• **Task to complete**:
Below are records; please give the number of their lines that contain the string "canvas", and only that number.

• **Supplied entries**:
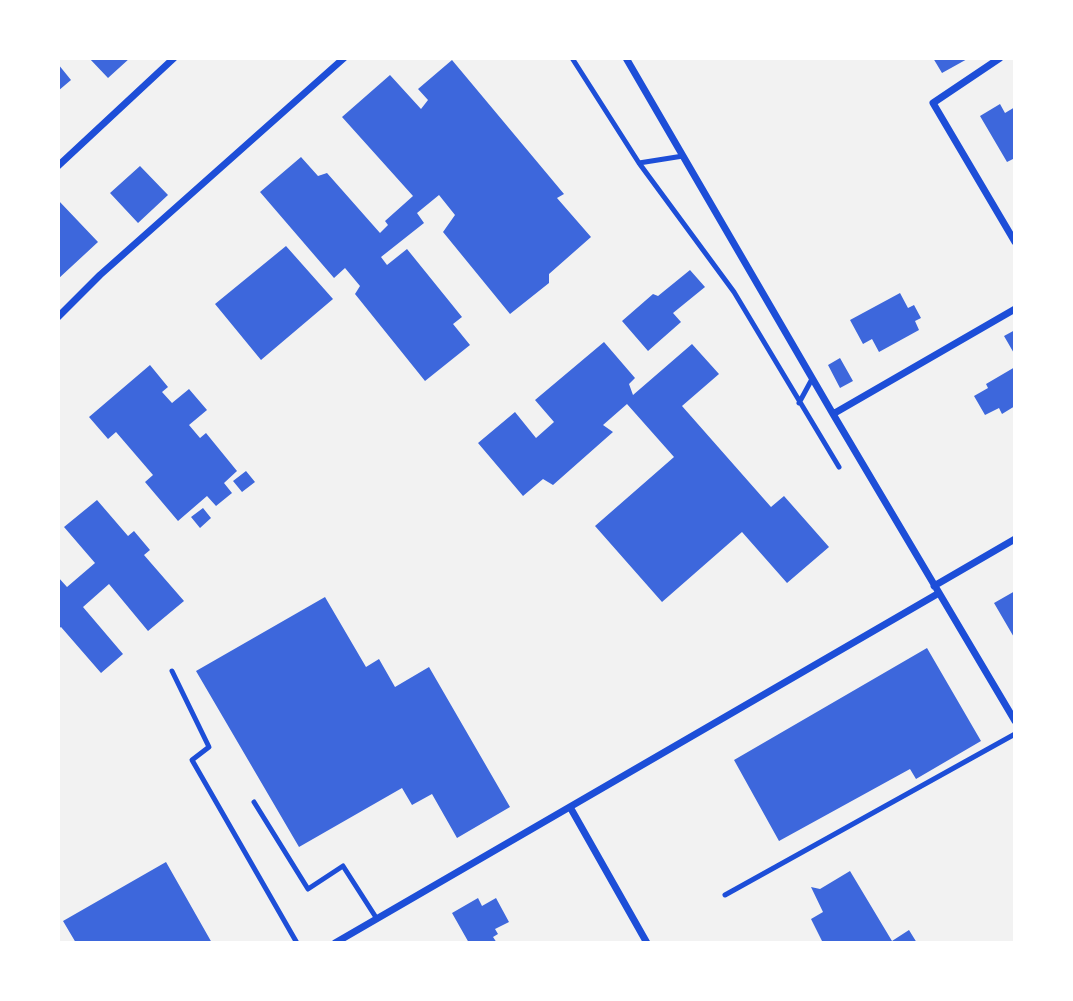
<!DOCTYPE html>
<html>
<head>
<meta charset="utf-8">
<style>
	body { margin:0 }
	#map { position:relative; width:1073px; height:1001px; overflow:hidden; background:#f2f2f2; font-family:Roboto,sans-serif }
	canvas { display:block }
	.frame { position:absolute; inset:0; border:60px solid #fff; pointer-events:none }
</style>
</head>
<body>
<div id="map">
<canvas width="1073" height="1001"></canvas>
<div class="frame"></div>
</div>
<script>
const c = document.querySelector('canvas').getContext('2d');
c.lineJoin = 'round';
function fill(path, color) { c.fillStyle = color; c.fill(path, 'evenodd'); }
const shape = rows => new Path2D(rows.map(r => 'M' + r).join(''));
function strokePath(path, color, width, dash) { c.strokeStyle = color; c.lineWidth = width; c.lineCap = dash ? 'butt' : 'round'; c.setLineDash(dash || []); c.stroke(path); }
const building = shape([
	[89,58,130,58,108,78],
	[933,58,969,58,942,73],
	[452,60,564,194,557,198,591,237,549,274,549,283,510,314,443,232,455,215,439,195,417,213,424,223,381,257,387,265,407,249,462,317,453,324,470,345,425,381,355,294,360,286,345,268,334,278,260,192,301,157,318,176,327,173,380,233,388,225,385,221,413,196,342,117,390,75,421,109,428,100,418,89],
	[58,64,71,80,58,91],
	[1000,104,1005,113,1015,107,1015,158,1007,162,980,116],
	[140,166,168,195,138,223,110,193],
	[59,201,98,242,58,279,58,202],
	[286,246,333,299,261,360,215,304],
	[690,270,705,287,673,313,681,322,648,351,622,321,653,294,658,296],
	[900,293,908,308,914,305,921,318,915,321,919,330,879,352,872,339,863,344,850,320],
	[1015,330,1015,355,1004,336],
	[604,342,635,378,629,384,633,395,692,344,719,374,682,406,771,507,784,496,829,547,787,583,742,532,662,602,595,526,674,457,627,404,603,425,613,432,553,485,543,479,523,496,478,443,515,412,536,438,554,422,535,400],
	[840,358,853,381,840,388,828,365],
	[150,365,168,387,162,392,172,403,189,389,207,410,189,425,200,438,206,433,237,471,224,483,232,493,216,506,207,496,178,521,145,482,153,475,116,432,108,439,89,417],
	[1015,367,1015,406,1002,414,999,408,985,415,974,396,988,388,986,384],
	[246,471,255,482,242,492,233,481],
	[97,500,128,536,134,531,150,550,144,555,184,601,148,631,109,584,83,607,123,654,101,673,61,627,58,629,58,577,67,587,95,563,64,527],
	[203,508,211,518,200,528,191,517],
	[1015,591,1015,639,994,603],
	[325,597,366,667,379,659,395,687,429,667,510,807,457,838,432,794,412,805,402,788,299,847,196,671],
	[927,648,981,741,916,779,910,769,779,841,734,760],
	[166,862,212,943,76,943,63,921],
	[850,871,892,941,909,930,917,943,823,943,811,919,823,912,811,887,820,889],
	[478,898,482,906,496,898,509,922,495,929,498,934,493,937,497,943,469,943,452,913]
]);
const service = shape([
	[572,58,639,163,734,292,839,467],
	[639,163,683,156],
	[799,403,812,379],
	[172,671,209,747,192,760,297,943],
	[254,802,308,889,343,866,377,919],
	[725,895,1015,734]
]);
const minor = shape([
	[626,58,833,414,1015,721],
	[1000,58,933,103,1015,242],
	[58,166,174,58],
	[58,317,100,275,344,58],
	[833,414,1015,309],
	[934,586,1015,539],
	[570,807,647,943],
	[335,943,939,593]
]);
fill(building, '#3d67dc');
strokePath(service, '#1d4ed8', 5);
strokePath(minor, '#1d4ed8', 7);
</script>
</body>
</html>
---
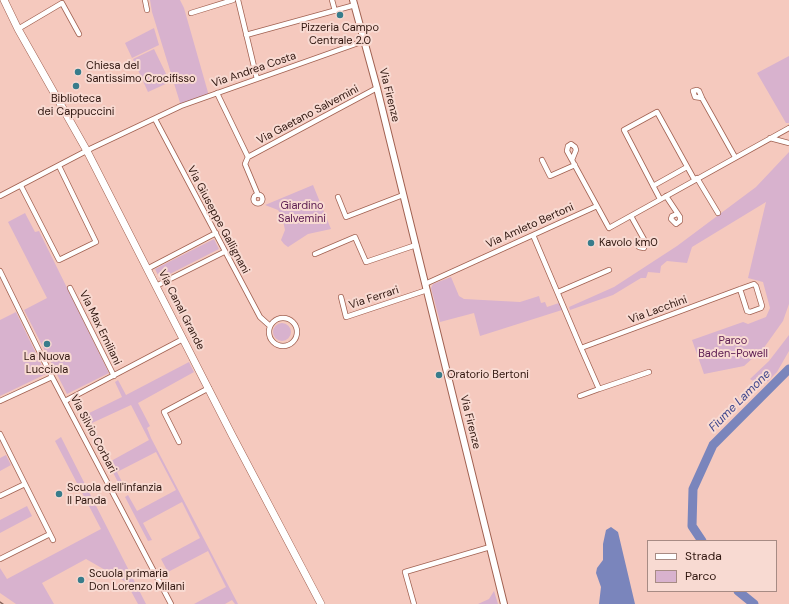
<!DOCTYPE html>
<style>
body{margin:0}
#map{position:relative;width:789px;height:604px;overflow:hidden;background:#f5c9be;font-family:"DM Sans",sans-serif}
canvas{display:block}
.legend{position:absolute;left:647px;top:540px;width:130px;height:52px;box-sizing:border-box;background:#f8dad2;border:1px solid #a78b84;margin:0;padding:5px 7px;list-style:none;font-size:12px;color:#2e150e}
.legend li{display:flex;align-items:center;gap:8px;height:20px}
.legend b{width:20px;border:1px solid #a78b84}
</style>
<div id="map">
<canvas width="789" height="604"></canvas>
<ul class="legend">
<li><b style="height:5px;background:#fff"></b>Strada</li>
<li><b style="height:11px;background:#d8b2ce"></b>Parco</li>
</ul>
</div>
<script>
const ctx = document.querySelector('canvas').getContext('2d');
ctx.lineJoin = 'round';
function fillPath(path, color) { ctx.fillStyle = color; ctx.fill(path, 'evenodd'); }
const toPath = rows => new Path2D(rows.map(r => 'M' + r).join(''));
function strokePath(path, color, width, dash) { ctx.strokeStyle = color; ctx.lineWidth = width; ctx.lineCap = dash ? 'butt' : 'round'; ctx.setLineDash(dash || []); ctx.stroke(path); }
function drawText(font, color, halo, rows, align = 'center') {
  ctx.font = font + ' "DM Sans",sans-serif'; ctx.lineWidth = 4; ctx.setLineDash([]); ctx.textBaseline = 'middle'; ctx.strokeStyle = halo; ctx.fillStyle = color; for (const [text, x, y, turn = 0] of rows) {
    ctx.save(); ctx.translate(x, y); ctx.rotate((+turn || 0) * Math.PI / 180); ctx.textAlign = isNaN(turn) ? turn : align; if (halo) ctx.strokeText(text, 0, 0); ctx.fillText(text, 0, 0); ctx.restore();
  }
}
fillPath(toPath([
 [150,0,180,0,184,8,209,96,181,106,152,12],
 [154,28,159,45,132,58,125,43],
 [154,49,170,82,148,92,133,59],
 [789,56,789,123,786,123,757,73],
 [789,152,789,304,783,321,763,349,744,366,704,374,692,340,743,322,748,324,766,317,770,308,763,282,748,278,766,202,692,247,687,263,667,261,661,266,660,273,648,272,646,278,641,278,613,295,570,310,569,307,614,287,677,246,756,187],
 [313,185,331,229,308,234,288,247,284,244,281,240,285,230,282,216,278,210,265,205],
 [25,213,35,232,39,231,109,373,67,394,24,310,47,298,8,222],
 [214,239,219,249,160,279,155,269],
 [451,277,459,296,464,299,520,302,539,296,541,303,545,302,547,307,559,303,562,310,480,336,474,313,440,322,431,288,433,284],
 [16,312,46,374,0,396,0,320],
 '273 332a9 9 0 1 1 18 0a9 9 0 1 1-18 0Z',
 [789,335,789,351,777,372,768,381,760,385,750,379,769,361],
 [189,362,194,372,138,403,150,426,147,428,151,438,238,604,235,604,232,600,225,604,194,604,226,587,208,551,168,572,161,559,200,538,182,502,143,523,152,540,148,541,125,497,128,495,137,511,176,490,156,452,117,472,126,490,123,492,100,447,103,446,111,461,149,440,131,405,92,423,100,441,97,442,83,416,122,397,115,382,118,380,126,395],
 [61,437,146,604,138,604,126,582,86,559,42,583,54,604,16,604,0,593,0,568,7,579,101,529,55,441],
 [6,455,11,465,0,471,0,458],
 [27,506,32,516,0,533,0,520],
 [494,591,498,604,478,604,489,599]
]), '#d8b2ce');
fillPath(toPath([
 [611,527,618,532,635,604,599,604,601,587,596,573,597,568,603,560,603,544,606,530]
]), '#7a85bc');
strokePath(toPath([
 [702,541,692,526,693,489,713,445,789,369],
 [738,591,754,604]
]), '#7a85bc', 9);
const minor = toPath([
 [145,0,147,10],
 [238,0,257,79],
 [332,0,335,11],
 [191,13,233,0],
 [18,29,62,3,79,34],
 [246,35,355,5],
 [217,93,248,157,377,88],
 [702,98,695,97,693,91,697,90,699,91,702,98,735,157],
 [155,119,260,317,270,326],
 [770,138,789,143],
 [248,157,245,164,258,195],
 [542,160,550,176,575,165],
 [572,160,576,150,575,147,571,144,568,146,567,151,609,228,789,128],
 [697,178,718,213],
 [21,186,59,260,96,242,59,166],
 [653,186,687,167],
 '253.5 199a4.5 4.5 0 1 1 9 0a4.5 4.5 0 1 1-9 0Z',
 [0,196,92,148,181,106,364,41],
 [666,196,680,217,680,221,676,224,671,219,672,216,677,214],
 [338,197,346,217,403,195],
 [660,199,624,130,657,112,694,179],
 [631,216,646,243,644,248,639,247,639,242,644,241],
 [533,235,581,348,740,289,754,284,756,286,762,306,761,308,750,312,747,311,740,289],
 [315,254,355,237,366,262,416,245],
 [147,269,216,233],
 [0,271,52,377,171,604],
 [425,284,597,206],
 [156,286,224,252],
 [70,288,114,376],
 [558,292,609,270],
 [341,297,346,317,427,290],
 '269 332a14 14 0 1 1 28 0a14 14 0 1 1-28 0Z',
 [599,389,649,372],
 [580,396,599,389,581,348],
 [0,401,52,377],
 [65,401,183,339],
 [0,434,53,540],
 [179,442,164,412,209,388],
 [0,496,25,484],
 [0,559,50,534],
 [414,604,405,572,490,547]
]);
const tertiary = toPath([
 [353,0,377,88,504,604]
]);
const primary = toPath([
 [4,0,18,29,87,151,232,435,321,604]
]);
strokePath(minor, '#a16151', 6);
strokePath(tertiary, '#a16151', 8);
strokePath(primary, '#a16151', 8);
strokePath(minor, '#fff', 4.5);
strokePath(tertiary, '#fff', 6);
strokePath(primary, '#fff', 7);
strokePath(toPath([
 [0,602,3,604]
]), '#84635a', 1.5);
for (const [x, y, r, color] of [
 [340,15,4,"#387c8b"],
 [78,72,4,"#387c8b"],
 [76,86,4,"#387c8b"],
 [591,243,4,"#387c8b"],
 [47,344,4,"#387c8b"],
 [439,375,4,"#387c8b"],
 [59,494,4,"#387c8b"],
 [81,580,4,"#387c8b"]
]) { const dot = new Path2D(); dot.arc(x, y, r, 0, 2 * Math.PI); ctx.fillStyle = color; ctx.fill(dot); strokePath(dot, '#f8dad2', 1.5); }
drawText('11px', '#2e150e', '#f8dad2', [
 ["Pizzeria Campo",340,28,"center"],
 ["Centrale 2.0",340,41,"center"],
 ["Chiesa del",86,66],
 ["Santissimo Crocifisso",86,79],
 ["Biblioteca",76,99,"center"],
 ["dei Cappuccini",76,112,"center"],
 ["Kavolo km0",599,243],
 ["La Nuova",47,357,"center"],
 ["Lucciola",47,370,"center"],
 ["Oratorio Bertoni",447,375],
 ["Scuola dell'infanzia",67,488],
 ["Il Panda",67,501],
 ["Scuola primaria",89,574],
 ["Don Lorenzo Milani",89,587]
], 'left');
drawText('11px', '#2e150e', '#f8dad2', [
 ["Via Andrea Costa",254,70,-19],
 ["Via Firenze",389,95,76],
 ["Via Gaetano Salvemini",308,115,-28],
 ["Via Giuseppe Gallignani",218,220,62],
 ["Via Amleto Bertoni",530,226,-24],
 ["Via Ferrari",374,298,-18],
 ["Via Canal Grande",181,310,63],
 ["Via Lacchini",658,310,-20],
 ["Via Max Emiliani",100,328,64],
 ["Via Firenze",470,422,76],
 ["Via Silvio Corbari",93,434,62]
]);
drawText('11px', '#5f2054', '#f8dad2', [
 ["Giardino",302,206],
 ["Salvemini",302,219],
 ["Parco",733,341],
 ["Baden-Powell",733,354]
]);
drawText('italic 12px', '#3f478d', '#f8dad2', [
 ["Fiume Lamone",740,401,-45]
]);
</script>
==
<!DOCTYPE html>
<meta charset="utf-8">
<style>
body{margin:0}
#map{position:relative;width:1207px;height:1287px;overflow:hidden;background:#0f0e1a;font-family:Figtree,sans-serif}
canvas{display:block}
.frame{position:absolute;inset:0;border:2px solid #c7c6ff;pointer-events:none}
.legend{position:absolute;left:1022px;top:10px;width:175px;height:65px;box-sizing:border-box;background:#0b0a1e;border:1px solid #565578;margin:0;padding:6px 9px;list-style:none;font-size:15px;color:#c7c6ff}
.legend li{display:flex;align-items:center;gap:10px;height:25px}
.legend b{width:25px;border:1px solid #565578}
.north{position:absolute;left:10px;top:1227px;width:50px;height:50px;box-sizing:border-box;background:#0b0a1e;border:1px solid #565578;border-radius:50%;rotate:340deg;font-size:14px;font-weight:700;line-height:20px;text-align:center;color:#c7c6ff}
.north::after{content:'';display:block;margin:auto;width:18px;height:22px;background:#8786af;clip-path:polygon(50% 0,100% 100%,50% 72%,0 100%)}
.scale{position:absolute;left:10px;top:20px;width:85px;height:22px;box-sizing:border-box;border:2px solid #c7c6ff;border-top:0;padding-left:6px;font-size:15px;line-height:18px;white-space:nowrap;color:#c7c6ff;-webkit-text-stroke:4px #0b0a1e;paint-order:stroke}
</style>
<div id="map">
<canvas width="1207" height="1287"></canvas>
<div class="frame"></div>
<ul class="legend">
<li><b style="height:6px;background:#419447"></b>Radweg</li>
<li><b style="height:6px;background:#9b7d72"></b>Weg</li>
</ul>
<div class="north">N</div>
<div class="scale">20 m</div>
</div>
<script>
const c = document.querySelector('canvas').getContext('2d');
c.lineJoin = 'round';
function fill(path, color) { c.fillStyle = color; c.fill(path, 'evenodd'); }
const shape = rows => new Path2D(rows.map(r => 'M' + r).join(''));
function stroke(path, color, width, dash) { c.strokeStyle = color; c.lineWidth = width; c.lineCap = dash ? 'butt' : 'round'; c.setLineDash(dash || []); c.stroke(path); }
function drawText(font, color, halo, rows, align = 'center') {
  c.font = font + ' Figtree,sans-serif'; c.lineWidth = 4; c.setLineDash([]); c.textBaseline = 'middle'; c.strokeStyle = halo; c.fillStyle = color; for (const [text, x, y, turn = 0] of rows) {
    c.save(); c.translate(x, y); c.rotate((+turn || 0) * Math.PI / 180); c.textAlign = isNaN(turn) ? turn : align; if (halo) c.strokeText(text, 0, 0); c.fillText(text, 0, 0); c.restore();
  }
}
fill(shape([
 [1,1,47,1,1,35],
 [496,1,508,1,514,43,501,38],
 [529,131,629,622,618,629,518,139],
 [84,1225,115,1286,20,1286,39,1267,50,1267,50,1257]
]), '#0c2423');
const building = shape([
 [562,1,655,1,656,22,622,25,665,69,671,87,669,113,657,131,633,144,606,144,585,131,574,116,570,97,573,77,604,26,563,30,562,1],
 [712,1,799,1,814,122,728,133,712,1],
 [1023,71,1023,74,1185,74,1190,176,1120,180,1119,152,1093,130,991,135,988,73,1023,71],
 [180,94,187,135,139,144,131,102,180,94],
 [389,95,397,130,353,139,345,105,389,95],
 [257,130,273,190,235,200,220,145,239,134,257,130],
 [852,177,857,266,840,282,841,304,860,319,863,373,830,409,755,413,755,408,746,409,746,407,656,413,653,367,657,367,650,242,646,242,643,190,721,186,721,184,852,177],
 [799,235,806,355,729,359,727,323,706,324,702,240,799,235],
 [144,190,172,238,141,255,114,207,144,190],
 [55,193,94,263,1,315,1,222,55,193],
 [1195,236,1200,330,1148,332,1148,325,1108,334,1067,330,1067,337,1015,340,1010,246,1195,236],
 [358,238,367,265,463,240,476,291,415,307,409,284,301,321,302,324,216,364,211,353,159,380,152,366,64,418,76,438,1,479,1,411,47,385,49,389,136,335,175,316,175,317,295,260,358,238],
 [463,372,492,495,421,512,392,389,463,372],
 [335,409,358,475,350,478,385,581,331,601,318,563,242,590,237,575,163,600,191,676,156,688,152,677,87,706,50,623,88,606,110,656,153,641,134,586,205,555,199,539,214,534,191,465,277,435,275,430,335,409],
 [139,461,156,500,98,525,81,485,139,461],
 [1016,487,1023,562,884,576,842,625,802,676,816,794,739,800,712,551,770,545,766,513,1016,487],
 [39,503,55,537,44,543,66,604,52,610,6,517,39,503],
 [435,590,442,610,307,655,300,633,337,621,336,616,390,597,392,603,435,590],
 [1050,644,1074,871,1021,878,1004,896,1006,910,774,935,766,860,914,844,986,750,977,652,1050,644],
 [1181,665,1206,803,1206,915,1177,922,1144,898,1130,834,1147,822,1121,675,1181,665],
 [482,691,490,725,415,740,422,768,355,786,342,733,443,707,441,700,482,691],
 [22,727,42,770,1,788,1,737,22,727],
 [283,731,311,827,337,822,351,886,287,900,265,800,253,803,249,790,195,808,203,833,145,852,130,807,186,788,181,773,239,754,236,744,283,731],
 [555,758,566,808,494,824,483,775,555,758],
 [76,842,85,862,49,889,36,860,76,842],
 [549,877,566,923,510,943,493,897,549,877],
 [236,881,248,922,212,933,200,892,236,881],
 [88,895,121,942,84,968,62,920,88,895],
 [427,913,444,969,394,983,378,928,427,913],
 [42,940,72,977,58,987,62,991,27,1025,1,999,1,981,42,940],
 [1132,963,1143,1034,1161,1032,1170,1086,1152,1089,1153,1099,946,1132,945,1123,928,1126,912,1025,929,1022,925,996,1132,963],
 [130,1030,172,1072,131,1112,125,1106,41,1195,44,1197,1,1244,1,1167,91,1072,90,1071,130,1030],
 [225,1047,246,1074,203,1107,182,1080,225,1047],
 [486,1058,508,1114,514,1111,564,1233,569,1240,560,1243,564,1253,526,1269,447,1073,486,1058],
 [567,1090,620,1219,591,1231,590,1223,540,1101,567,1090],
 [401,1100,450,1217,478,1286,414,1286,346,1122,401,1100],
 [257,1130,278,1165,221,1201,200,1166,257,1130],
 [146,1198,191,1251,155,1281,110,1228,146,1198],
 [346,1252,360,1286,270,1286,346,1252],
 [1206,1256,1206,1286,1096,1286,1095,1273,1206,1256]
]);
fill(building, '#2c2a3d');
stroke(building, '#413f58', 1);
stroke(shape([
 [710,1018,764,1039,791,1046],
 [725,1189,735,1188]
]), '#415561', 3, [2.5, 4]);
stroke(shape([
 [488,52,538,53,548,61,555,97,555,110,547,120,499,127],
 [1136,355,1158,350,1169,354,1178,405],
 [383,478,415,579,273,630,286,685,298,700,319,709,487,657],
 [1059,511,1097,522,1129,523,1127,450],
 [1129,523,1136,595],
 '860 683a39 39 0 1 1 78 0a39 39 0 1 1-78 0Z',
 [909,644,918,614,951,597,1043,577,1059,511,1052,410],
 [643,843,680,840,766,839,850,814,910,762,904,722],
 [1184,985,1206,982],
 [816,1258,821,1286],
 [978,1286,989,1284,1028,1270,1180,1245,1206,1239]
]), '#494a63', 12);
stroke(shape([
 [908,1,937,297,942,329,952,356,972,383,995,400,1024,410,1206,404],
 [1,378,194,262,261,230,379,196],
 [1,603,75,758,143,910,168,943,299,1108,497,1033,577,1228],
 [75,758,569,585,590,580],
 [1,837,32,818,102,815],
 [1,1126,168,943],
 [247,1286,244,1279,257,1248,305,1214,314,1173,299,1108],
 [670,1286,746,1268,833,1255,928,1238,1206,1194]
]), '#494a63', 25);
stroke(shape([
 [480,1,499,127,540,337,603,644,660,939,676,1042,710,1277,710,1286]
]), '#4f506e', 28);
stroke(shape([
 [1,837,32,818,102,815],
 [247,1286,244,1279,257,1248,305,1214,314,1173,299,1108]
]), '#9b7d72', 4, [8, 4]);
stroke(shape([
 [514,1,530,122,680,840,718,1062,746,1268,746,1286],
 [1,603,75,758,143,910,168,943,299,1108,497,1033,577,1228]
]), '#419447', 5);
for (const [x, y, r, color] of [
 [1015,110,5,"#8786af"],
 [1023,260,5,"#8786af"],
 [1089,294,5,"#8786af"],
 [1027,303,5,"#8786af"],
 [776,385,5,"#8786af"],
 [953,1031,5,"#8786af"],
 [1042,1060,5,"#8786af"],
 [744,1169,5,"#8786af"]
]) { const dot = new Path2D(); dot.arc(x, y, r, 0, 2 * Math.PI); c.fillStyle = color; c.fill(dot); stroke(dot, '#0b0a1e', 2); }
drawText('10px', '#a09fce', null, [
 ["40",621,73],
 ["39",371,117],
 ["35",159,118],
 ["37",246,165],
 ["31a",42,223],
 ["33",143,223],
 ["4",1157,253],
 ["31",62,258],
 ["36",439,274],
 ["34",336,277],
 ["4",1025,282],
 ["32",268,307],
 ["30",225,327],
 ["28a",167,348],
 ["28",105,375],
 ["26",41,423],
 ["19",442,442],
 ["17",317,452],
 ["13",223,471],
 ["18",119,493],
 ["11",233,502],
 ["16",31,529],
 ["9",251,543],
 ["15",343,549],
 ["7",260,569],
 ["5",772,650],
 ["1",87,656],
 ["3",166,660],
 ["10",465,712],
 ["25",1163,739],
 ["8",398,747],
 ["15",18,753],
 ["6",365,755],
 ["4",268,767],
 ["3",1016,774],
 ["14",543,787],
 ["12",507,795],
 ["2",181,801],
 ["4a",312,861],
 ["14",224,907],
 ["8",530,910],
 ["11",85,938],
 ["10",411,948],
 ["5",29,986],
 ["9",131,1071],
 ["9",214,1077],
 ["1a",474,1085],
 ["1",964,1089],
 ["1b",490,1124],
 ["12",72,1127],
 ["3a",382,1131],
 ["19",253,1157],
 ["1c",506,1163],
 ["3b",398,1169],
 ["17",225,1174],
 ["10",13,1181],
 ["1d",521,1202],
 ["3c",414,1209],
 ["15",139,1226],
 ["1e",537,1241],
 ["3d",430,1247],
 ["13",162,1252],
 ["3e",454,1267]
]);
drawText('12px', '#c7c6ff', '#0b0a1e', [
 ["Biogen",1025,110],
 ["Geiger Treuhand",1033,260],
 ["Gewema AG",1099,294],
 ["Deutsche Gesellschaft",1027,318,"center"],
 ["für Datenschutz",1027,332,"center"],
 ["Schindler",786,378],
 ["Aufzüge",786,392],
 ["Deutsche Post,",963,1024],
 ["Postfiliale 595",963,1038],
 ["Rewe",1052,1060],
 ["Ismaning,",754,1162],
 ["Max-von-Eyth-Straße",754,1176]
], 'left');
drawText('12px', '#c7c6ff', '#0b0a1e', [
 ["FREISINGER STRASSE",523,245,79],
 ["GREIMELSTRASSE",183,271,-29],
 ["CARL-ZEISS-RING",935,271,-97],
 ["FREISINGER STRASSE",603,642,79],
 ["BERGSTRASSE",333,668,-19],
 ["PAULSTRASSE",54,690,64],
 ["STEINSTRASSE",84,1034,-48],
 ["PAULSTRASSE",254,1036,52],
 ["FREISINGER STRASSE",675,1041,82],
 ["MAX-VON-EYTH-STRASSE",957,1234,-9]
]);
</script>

• **Worked solution**:
9